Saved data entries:
•••••

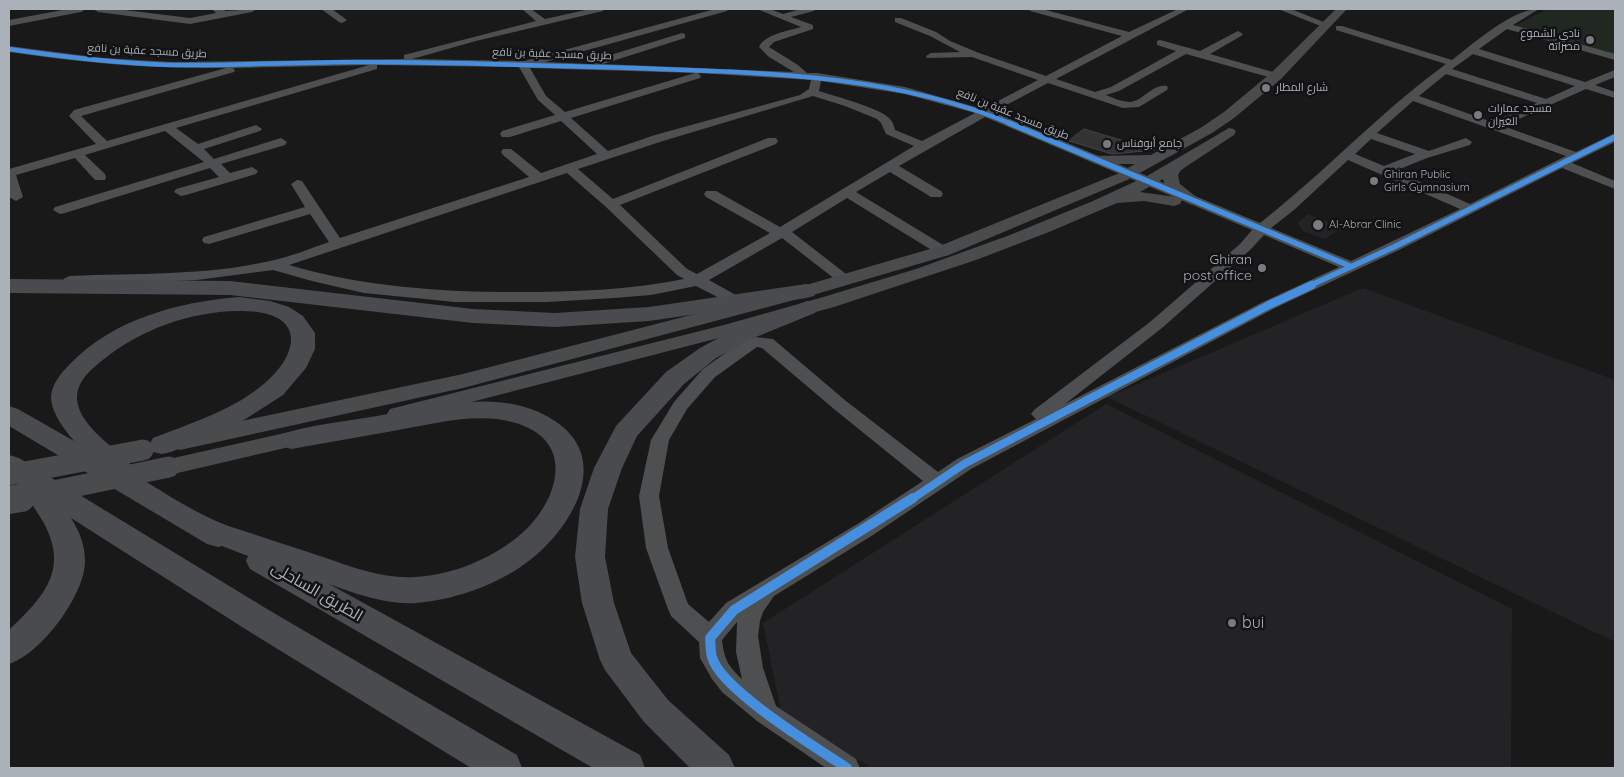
<!DOCTYPE html>
<html>
<head>
<meta charset="utf-8">
<style>
	body { margin:0 }
	#map { position:relative; width:1624px; height:777px; overflow:hidden; background:#191919; font-family:Quicksand,sans-serif }
	canvas { display:block }
	.frame { position:absolute; inset:0; border:10px solid #abb1b8; pointer-events:none }
</style>
</head>
<body>
<div id="map">
<canvas width="1624" height="777"></canvas>
<div class="frame"></div>
</div>
<script>
const ctx = document.querySelector('canvas').getContext('2d');
ctx.lineJoin = 'round';
function fillPath(path, color) {
  ctx.fillStyle = color;
  ctx.fill(path, 'evenodd');
}
function stroke(path, color, width, dash) {
  ctx.strokeStyle = color;
  ctx.lineWidth = width;
  ctx.lineCap = dash ? 'butt' : 'round';
  ctx.setLineDash(dash || []);
  ctx.stroke(path);
}
function write(font, color, halo, rows, align = 'center') {
  ctx.font = font + ' Quicksand,Cairo,sans-serif';
  ctx.lineWidth = 5;
  ctx.setLineDash([]);
  ctx.textBaseline = 'middle';
  ctx.strokeStyle = halo;
  ctx.fillStyle = color;
  for (const [text, x, y, turn = 0] of rows) {
    ctx.save();
    ctx.translate(x, y);
    ctx.rotate((+turn || 0) * Math.PI / 180);
    ctx.textAlign = isNaN(turn) ? turn : align;
    if (halo) ctx.strokeText(text, 0, 0);
    ctx.fillText(text, 0, 0);
    ctx.restore();
  }
}
fillPath(new Path2D(`
	M1308,214L1342,228L1325,239L1303,231L1298,223Z
	M1363,288L1615,380V642L1107,397Z
	M1106,404L1512,609L1511,768H872L782,716L763,623Z`), '#232325');
fillPath(new Path2D(`
	M1547,9H1615V55L1515,26Z`), '#212721');
const building = new Path2D(`
	M1084,129L1155,150L1112,154L1069,141Z`);
fillPath(building, '#333334');
stroke(building, '#414345', 1);
fillPath(new Path2D(`
	M68,9H86L81,12L9,26V20Z
	M93,9H117L190,18L216,13L212,9H222L226,11L257,9L252,12L190,24L98,12Z
	M321,9H332L347,20L342,23L339,22Z
	M522,9H531L545,19L590,9H605L603,11L476,41L412,59L524,61L715,9H728L727,11L545,62L590,64L591,61L682,33L685,34V38L603,64L794,72L769,57L759,47C765,34 788,31 801,27L757,9H770L783,14L801,9H815L814,11L791,17L813,25V29L774,42L769,47L798,65L807,73H817L905,87L983,109L1038,80L972,57L927,58L926,56L931,53L960,52L930,36L895,22V18H901L936,32L950,41L979,53L1046,76L1122,36L1030,11L1029,9H1042L1129,32L1178,9H1189L1056,79L1095,92L1111,87L1176,51L1157,45V41L1160,40L1200,51L1238,31L1243,34L1241,36L1210,54L1280,74L1281,76L1280,78H1272L1186,54L1119,91L1106,95C1113,98 1122,102 1130,102C1143,101 1153,83 1167,86L1168,88L1167,90L1139,107L1123,108L1048,83L993,112L1260,223C1324,173 1380,112 1446,64L1336,30V26H1342L1452,60C1474,43 1512,9 1539,9L1513,25L1615,54V60L1507,29L1479,49L1585,82L1615,70V77L1595,85L1615,92V98L1586,89L1503,126L1576,152L1615,133V142L1572,163L1615,181V189L1562,168L1399,250L1275,308L971,469L873,535L774,596L763,612L760,621L758,636L763,668L776,706L856,759L860,768H826L757,721L722,692L712,679L700,658L699,642L671,616L668,609L646,548L639,496L651,440L674,402L703,369L742,341L755,337L773,339L846,401L938,472L957,459L1036,419L1031,414L1034,410L1150,322L1240,244L1252,230L985,117L899,166L941,191L943,194L941,197H931L890,172L856,192L948,248L950,251L948,254H938L847,198L792,232L850,277L853,280L850,283H840L782,238L709,280L743,299L745,302L743,305L737,307L696,286L651,295L614,298L547,302H455L364,293L312,281L273,270L197,280L70,286L65,284L62,281L65,278L70,276C136,273 205,276 270,261C290,257 309,249 329,242L310,214L209,244L204,243L202,240L204,237L305,207L291,184L297,180L302,181L340,238L529,177L503,155L501,152L503,149H511L541,173L597,154L561,121L510,137H502L500,134L502,131L555,115L538,100L519,67H509L377,65V69L176,128L198,144L256,125L262,129L260,131L204,149L214,159L281,138L287,142L285,145L221,164L230,173L252,167L258,171L256,174L186,195L181,196L174,192L176,189L219,177L210,168L65,213L60,214L53,210L55,207L204,162L165,131L85,155L105,174L106,177L105,180H95L75,158L16,175L23,197L16,201L9,197V169L96,144L69,116L74,110L226,68C153,69 81,63 9,52V46L102,58L172,62L404,59V55L536,21ZM1473,54L1575,86L1546,99L1452,69ZM369,65L107,141L81,116L234,72L235,70L233,68ZM530,68L695,73L565,112L546,96ZM698,73L811,80L809,89L800,95L655,135L608,151L571,118L700,78L701,76ZM1446,74L1537,103L1492,122L1419,96ZM821,81L905,94L975,113L922,141L895,130C894,126 893,122 890,119C881,108 834,96 819,91ZM813,96L845,106L877,119L881,123L886,134L914,146L780,227L716,191H706L704,194L706,197L770,233L697,274L687,269L620,205L776,144L778,141L776,138H768L613,199L578,169L663,141ZM1413,101L1566,156L1470,204L1395,171L1427,158L1470,145L1472,142L1466,138L1429,151L1377,133ZM1371,139L1415,154L1384,166L1355,154ZM1348,160L1460,209L1351,261L1271,228L1294,210ZM567,173L606,207L677,275L684,279C629,290 573,292 518,292C440,292 364,287 289,265ZM1264,235L1339,267L1263,302L1065,404L1162,328L1250,250ZM757,347L762,348L834,409L923,481L859,523L726,603L709,622L688,604L668,548L659,496L669,440L687,409L715,377ZM737,622L736,652L742,679C728,666 724,659 722,640Z
	M1278,9H1291L1331,25L1329,27H1323Z`), '#4d4f51');
fillPath(new Path2D(`
	M1336,9H1347L1281,79L1234,118L1212,133L1127,180L949,255L813,295L463,388L180,450L172,448L169,442L172,436L180,434L463,374L799,287L937,247L1117,174L1135,164H1096L1091,162L1088,159L1091,156L1151,155L1202,127L1224,112L1271,73Z
	M1229,128L1234,129L1236,132L1234,135L1181,170L1178,175L1180,184L1200,200L1198,203L1192,205L1182,200L1180,204L1174,206L1144,201L1117,203L1049,232L976,260L834,307L738,333L398,421L390,419L387,414L390,409L398,407L724,325L820,298L916,269L1010,235L1093,201L1147,176ZM1163,179L1166,188L1176,197L1140,192Z
	M307,428L315,431L318,436L315,441L169,475L161,473L157,467L161,461L169,459Z`), '#4a4b4d');
fillPath(new Path2D(`
	M9,279L230,281L473,309L555,313L649,307L806,284L814,286L817,291L814,296L806,298L649,321L555,327L473,323L230,295L9,293Z
	M239,297L270,301L289,307L303,316L315,333V349L306,368L283,395L244,420L171,452L162,454L153,452L149,445L153,438C186,425 222,414 252,393C301,360 312,309 238,311C189,312 142,329 104,359C89,371 73,384 78,405C84,428 112,446 128,461L132,468L129,472C158,488 186,508 216,521C227,526 239,529 250,533C275,541 301,550 326,558C355,568 384,579 415,577C450,575 483,562 511,542C556,511 583,440 512,422C474,412 430,425 393,431C359,437 325,443 291,449L282,446L278,440L282,434C310,425 341,422 371,417C428,408 502,385 555,421C617,462 566,538 519,568C490,587 452,600 416,603C386,605 357,594 329,584L640,755L645,768H593L250,569L246,561L248,556L222,546L218,547L207,544L9,426V406L18,409L74,441C64,429 52,414 51,398C51,385 61,373 69,365C113,319 178,302 239,297Z
	M807,301L815,303L818,308L815,313L751,339L716,358L684,384L637,436L622,468L608,509L605,557L614,603L631,653L668,700L729,755L735,768H690L644,722L605,670L600,660L582,603L575,557L580,509L594,468L616,426L666,372L700,348L735,329Z
	M9,455L19,458L272,612L517,755L522,768H471L250,632L71,518C79,531 85,544 85,561C85,595 41,654 9,664V630C51,591 72,562 35,509C27,497 21,486 9,478Z`), '#4a4b4e');
stroke(new Path2D(`
	M9,475L143,450
	M15,499L169,467`), '#4a4b4d', 21);
stroke(new Path2D(`
	M9,500L21,498`), '#4a4b4d', 28);
stroke(new Path2D(`
	M9,49C63,57 116,63 171,65C233,66 296,62 358,62C458,62 558,66 658,69C778,73 899,77 1012,124`), '#468fdf', 4.5);
stroke(new Path2D(`
	M1009,123L1350,266
	M1309,286L1394,247L1615,137`), '#468fdf', 5.5);
stroke(new Path2D(`
	M912,499L964,464L1269,305L1312,285`), '#468fdf', 8);
stroke(new Path2D(`
	M847,768C817,748 720,689 712,657C710,651 711,644 710,638L734,610L913,498`), '#468fdf', 10);
for (const [x, y, r, color] of [
	[1590,40,5,"#787c80"],
	[1266,88,5,"#787c80"],
	[1478,115,5,"#787c80"],
	[1107,144,5,"#787c80"],
	[1374,181,5,"#787c80"],
	[1318,225,6,"#787c80"],
	[1262,268,5,"#787c80"],
	[1232,623,5,"#787c80"]
]) {
  const dot = new Path2D();
  dot.arc(x, y, r, 0, 2 * Math.PI);
  ctx.fillStyle = color;
  ctx.fill(dot);
  stroke(dot, '#131315', 2);
}
write('11px', '#abb1b8', '#131315', [
	["نادي الشموع",1580,34,"right"],
	["مصراتة",1580,47,"right"],
	["شارع المطار",1276,88],
	["مسجد عمارات",1488,109],
	["الغيران",1488,122],
	["جامع أبوفناس",1117,144],
	["Ghiran Public",1384,175],
	["Girls Gymnasium",1384,188],
	["Al-Abrar Clinic",1329,225]
], 'left');
write('11px', '#abb1b8', '#131315', [
	["طريق مسجد عقبة بن نافع",147,51,3],
	["طريق مسجد عقبة بن نافع",552,54,2],
	["طريق مسجد عقبة بن نافع",1013,114,22]
]);
write('14px', '#abb1b8', '#131315', [
	["Ghiran",1252,260],
	["post office",1252,276]
], 'right');
write('16px', '#abb1b8', '#131315', [
	["الطريق الساحلى",317,592,30]
]);
write('16px', '#abb1b8', '#131315', [
	["bui",1242,623]
], 'left');
</script>
</body>
</html>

•••••

TASK OBJECTIVE:
Your task is to return each line of the data above that contains the string "halo".

RESPONSE:
function write(font, color, halo, rows, align = 'center') {
  ctx.strokeStyle = halo;
    if (halo) ctx.strokeText(text, 0, 0);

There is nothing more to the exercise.